• PROVIDED DATA
-------

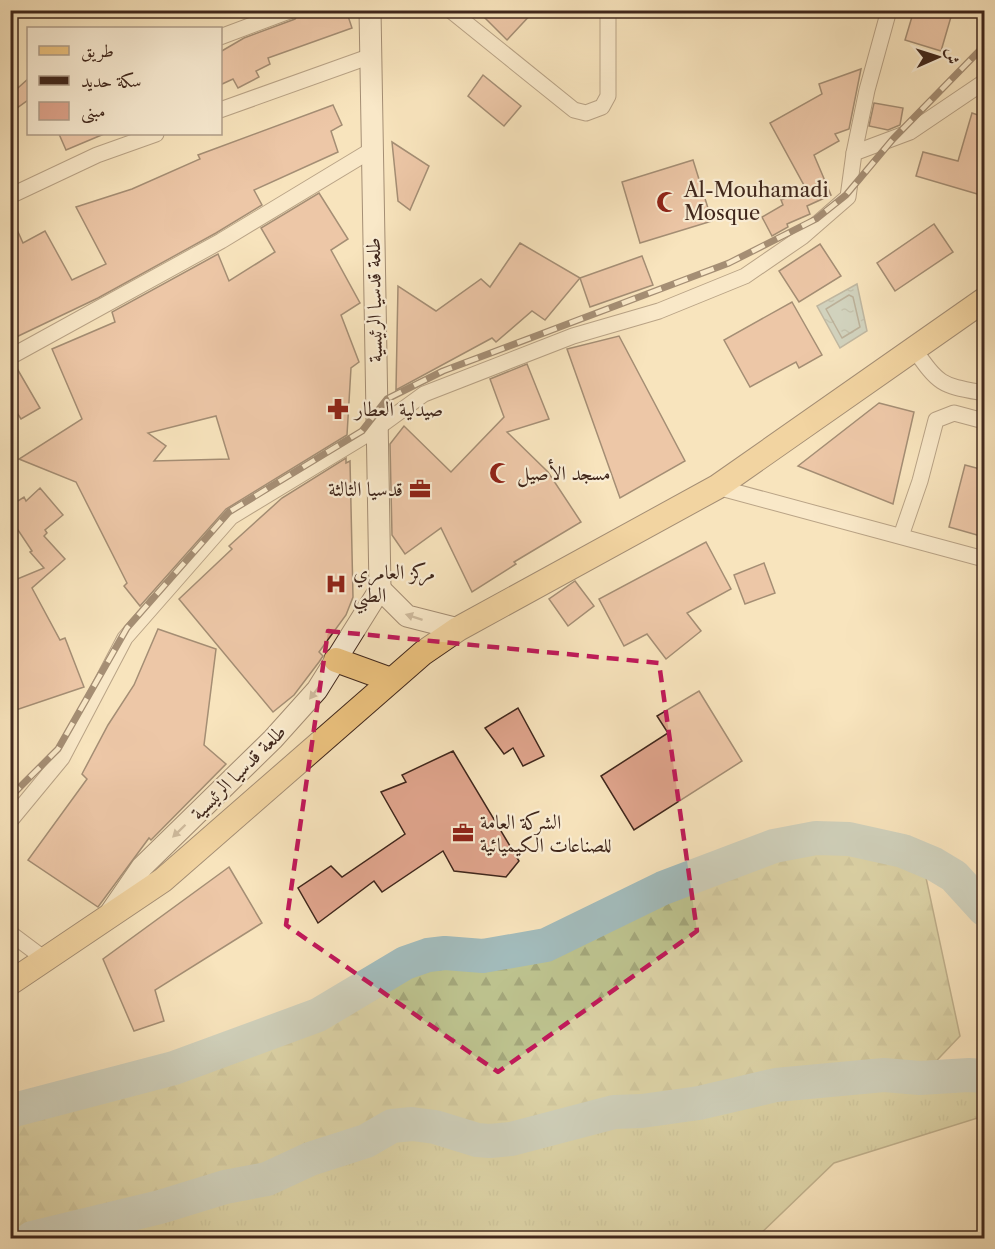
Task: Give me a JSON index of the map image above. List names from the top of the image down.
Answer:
{
  "streets": {
    "main road": ["طلعة قدسيا الرئيسية"]
  },
  "places": {
    "mosque": ["Al-Mouhamadi Mosque", "مسجد الأصيل"],
    "pharmacy": ["صيدلية العطار"],
    "office": ["قدسيا الثالثة", "الشركة العامة للصناعات الكيميائية"],
    "hospital": ["مركز العامري الطبي"]
  },
  "legend": ["طريق", "سكة حديد", "مبنى"],
  "north": "right"
}
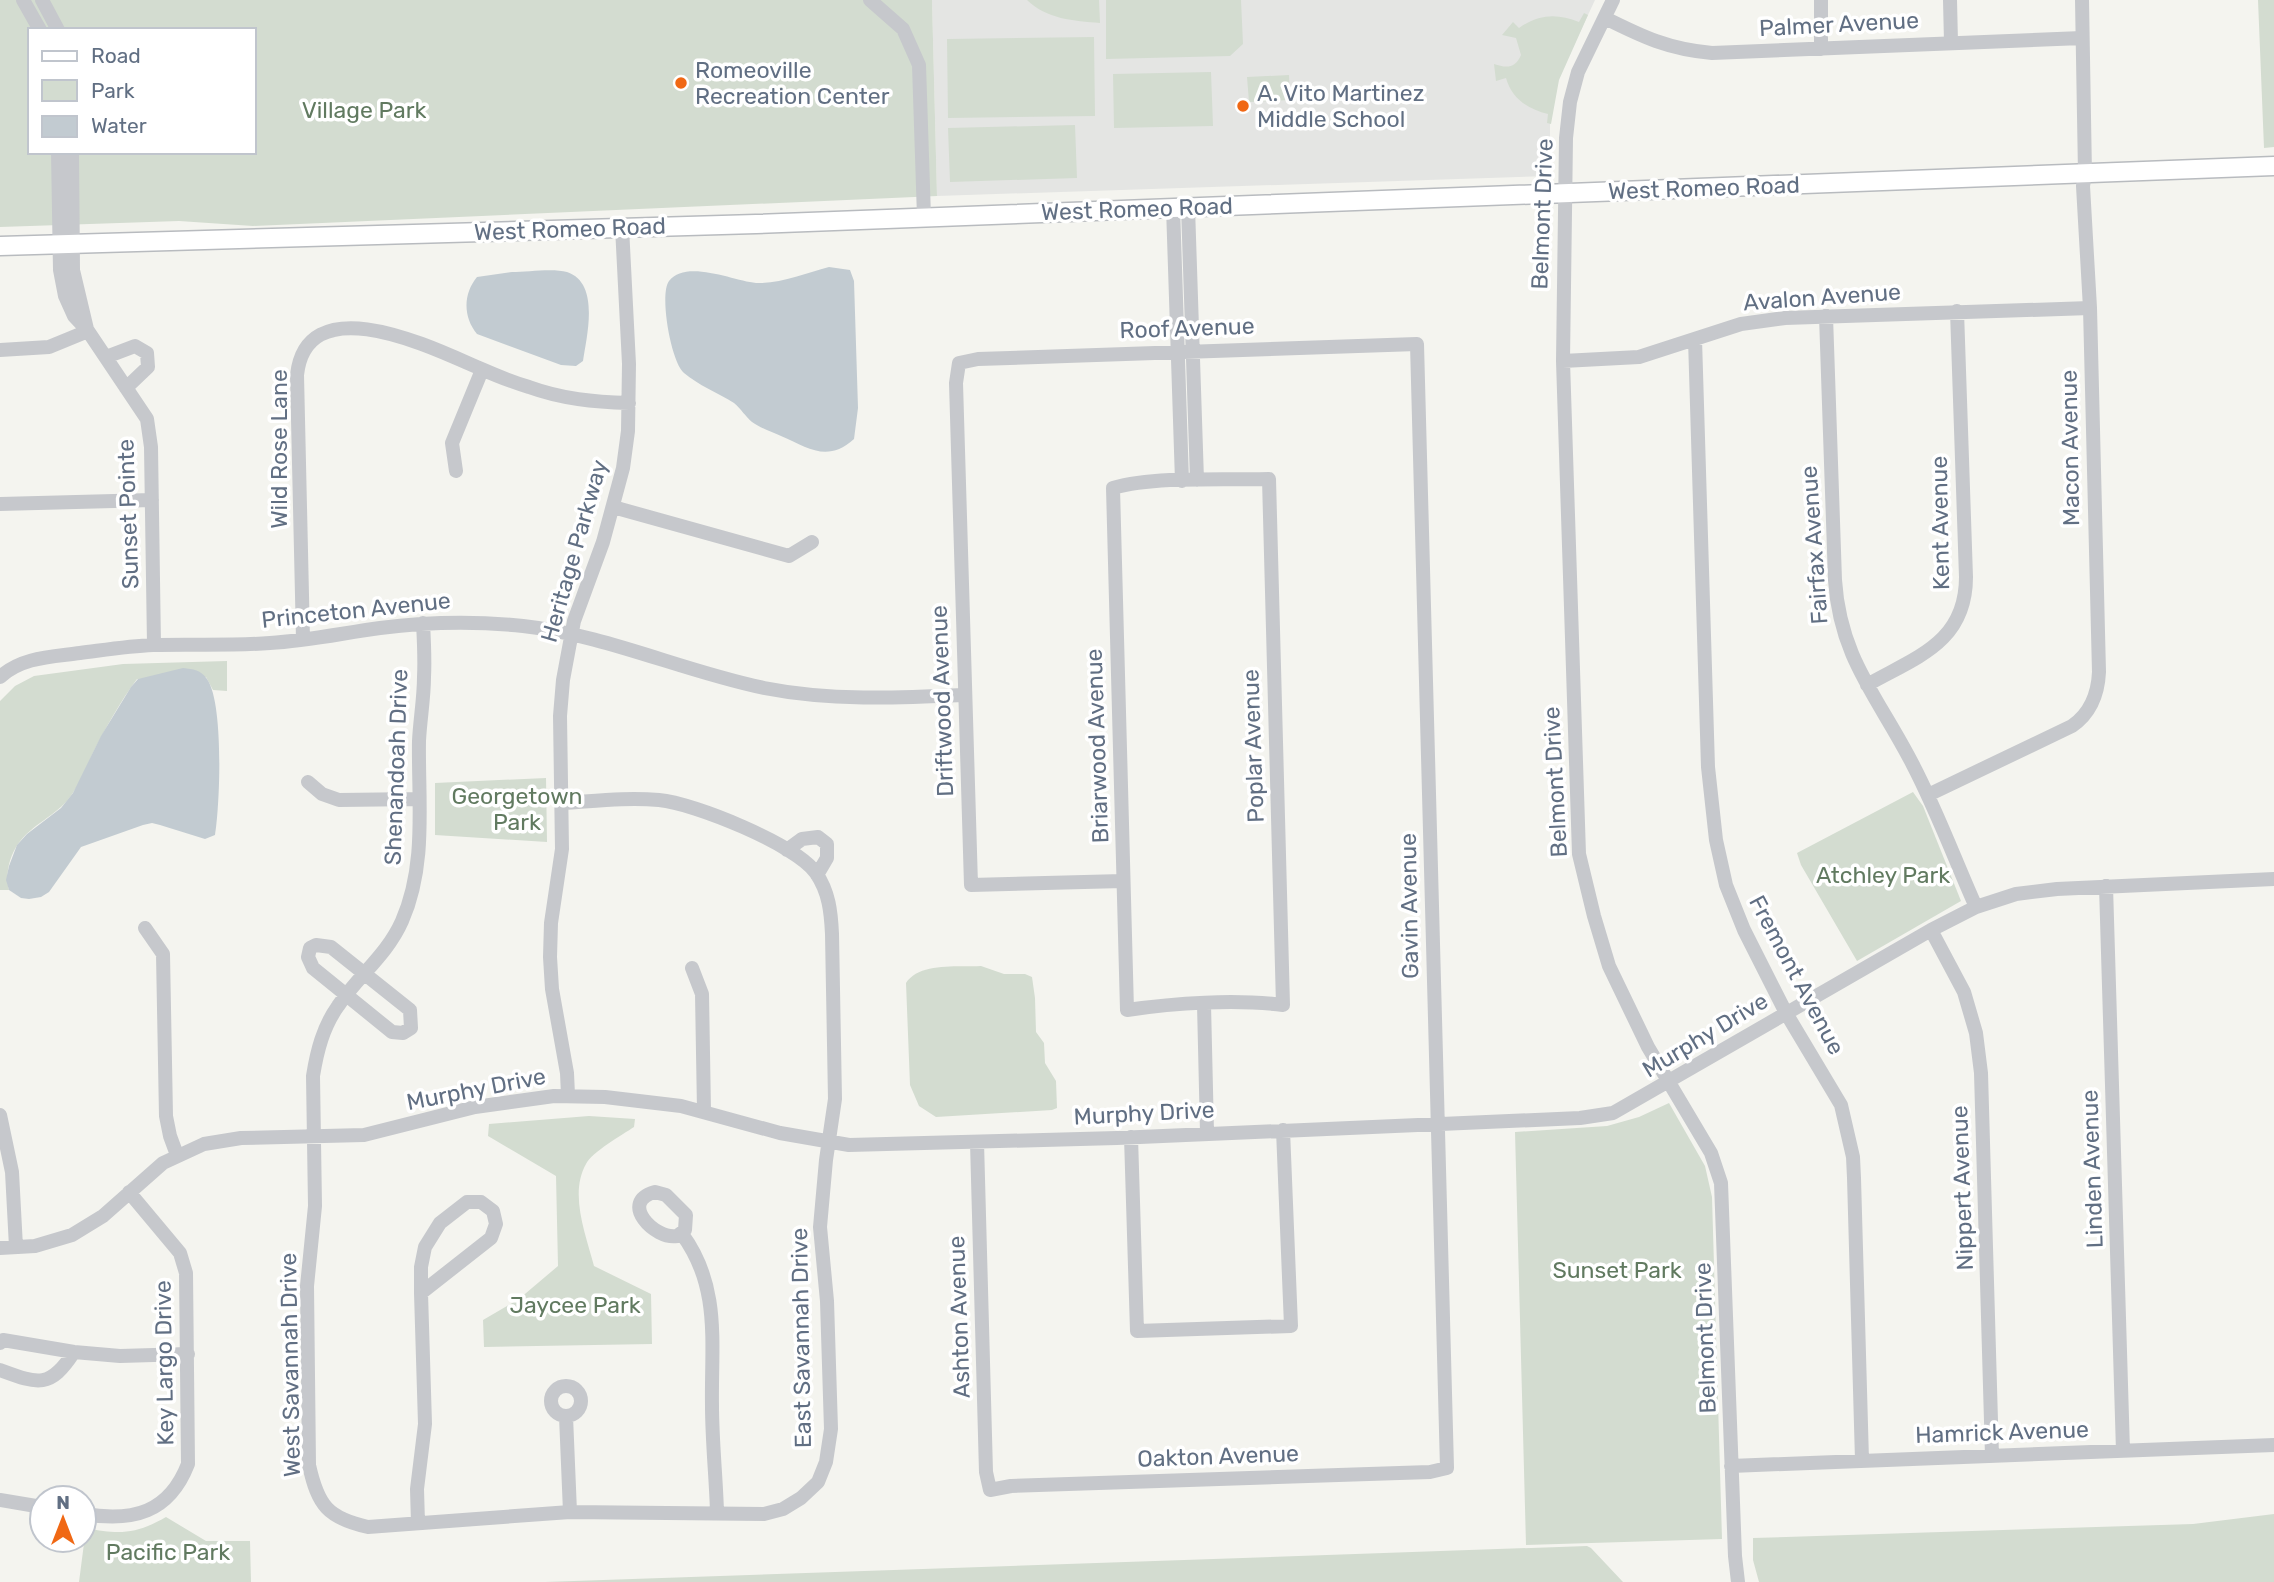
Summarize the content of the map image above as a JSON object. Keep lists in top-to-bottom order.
{
  "streets": {
    "main road": ["West Romeo Road"],
    "street": [
      "Palmer Avenue",
      "Belmont Drive",
      "Avalon Avenue",
      "Roof Avenue",
      "Macon Avenue",
      "Wild Rose Lane",
      "Sunset Pointe",
      "Kent Avenue",
      "Fairfax Avenue",
      "Heritage Parkway",
      "Princeton Avenue",
      "Driftwood Avenue",
      "Briarwood Avenue",
      "Poplar Avenue",
      "Shenandoah Drive",
      "Gavin Avenue",
      "Fremont Avenue",
      "Murphy Drive",
      "Linden Avenue",
      "Nippert Avenue",
      "Ashton Avenue",
      "East Savannah Drive",
      "Key Largo Drive",
      "West Savannah Drive",
      "Hamrick Avenue",
      "Oakton Avenue"
    ]
  },
  "crossings": [
    ["Palmer Avenue", "Belmont Drive"],
    ["Palmer Avenue", "Macon Avenue"],
    ["West Romeo Road", "Belmont Drive"],
    ["West Romeo Road", "Macon Avenue"],
    ["West Romeo Road", "Sunset Pointe"],
    ["West Romeo Road", "Heritage Parkway"],
    ["Belmont Drive", "Avalon Avenue"],
    ["Belmont Drive", "Murphy Drive"],
    ["Belmont Drive", "Hamrick Avenue"],
    ["Avalon Avenue", "Macon Avenue"],
    ["Avalon Avenue", "Kent Avenue"],
    ["Avalon Avenue", "Fairfax Avenue"],
    ["Avalon Avenue", "Fremont Avenue"],
    ["Roof Avenue", "Driftwood Avenue"],
    ["Roof Avenue", "Gavin Avenue"],
    ["Macon Avenue", "Fairfax Avenue"],
    ["Wild Rose Lane", "Heritage Parkway"],
    ["Wild Rose Lane", "Princeton Avenue"],
    ["Sunset Pointe", "Princeton Avenue"],
    ["Kent Avenue", "Fairfax Avenue"],
    ["Fairfax Avenue", "Murphy Drive"],
    ["Heritage Parkway", "Princeton Avenue"],
    ["Heritage Parkway", "Murphy Drive"],
    ["Princeton Avenue", "Driftwood Avenue"],
    ["Princeton Avenue", "Shenandoah Drive"],
    ["Driftwood Avenue", "Briarwood Avenue"],
    ["Briarwood Avenue", "Poplar Avenue"],
    ["Shenandoah Drive", "Murphy Drive"],
    ["Shenandoah Drive", "West Savannah Drive"],
    ["Gavin Avenue", "Murphy Drive"],
    ["Gavin Avenue", "Oakton Avenue"],
    ["Fremont Avenue", "Murphy Drive"],
    ["Fremont Avenue", "Hamrick Avenue"],
    ["Murphy Drive", "Linden Avenue"],
    ["Murphy Drive", "Nippert Avenue"],
    ["Murphy Drive", "Ashton Avenue"],
    ["Murphy Drive", "East Savannah Drive"],
    ["Murphy Drive", "Key Largo Drive"],
    ["Murphy Drive", "West Savannah Drive"],
    ["Linden Avenue", "Hamrick Avenue"],
    ["Nippert Avenue", "Hamrick Avenue"],
    ["Ashton Avenue", "Oakton Avenue"],
    ["East Savannah Drive", "West Savannah Drive"]
  ],
  "parks": [
    "Village Park",
    "Georgetown Park",
    "Atchley Park",
    "Sunset Park",
    "Jaycee Park",
    "Pacific Park"
  ],
  "places": ["Romeoville Recreation Center", "A. Vito Martinez Middle School"],
  "legend": ["Road", "Park", "Water"],
  "north": "top"
}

-------

• GOAL OF THE EXERCISE
Each line above that holds the string "Belmont" should be copied and shown.

• RESPONSE AREA
      "Belmont Drive",
    ["Palmer Avenue", "Belmont Drive"],
    ["West Romeo Road", "Belmont Drive"],
    ["Belmont Drive", "Avalon Avenue"],
    ["Belmont Drive", "Murphy Drive"],
    ["Belmont Drive", "Hamrick Avenue"],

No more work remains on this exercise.